▶ Task item: In the data below, how many lines contain the string "strokeStyle"? Give only the figure.

▶ Information:
========================

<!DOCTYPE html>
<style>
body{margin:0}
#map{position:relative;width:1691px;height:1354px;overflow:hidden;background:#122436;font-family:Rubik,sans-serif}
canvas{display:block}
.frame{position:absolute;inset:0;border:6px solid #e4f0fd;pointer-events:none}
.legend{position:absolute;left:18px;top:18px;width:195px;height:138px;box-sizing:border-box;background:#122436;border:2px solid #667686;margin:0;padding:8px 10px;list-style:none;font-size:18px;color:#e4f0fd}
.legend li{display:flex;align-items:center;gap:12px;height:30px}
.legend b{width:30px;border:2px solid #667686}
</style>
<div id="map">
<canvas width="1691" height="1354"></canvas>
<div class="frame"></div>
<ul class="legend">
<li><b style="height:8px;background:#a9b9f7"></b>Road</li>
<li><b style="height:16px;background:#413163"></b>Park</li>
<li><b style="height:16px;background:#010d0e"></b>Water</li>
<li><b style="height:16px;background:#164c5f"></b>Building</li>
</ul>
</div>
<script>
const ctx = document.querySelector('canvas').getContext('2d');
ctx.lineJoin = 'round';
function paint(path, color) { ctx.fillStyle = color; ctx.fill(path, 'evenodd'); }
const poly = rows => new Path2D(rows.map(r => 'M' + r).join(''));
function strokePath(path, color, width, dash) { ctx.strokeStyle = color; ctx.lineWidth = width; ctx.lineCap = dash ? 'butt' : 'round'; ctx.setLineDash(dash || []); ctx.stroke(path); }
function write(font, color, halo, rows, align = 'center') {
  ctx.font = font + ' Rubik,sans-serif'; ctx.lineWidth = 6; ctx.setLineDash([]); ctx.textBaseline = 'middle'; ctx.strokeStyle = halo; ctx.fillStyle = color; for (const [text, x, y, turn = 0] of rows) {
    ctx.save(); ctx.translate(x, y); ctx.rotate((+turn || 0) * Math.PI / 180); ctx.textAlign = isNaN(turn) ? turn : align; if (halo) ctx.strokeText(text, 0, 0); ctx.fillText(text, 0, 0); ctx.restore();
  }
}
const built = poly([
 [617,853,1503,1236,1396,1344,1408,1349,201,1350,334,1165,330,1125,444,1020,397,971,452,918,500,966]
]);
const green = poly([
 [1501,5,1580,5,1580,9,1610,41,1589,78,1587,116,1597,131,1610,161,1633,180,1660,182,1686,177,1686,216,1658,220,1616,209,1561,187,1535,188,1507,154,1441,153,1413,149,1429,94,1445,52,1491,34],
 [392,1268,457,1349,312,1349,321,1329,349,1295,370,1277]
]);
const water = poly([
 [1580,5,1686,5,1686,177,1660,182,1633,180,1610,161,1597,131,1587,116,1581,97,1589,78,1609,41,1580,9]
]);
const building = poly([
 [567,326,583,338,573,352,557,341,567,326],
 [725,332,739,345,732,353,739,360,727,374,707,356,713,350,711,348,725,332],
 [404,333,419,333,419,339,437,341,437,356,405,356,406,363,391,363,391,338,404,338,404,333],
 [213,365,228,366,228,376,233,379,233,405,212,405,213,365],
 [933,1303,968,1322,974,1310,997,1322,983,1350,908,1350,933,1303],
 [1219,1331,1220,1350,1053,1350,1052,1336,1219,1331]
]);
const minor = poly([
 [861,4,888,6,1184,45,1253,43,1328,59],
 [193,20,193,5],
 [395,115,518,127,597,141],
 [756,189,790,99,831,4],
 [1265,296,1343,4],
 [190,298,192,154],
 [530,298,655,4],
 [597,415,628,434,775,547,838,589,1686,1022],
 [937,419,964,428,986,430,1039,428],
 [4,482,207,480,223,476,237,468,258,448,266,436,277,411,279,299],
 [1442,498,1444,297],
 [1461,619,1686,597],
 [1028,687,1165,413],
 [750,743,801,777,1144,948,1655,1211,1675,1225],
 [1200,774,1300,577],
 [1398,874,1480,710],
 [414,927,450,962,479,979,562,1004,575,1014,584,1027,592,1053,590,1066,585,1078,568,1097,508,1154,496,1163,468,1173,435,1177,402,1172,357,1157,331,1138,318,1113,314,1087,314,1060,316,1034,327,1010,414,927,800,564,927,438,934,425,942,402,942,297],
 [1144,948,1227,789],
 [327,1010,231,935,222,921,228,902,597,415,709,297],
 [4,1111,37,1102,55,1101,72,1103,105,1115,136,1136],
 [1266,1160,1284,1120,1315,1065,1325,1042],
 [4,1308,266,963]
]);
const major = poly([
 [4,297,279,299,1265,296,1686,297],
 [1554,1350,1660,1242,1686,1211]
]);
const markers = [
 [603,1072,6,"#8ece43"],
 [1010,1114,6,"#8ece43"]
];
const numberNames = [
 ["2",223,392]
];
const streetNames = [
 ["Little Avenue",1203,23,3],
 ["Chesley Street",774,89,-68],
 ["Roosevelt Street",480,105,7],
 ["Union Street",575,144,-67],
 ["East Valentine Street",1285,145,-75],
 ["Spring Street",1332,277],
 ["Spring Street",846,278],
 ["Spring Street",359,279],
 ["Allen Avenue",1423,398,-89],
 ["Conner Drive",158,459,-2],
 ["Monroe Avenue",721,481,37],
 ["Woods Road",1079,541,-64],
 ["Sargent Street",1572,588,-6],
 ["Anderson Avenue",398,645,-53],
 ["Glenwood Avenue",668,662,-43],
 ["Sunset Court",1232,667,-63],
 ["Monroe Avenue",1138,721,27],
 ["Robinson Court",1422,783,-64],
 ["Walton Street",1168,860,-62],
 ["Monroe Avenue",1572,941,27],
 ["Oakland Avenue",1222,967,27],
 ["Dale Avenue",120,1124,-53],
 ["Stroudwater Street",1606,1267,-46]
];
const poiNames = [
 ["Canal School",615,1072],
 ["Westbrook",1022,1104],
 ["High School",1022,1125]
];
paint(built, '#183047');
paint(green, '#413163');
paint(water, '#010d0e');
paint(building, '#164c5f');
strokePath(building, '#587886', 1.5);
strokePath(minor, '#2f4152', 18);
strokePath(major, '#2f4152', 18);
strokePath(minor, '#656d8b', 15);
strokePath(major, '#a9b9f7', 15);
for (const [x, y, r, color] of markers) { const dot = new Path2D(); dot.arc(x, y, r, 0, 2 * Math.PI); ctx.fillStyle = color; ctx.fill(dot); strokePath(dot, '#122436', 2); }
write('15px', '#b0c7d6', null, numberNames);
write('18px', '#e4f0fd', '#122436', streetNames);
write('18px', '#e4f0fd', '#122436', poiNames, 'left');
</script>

========================

▶ Result of this exercise: 2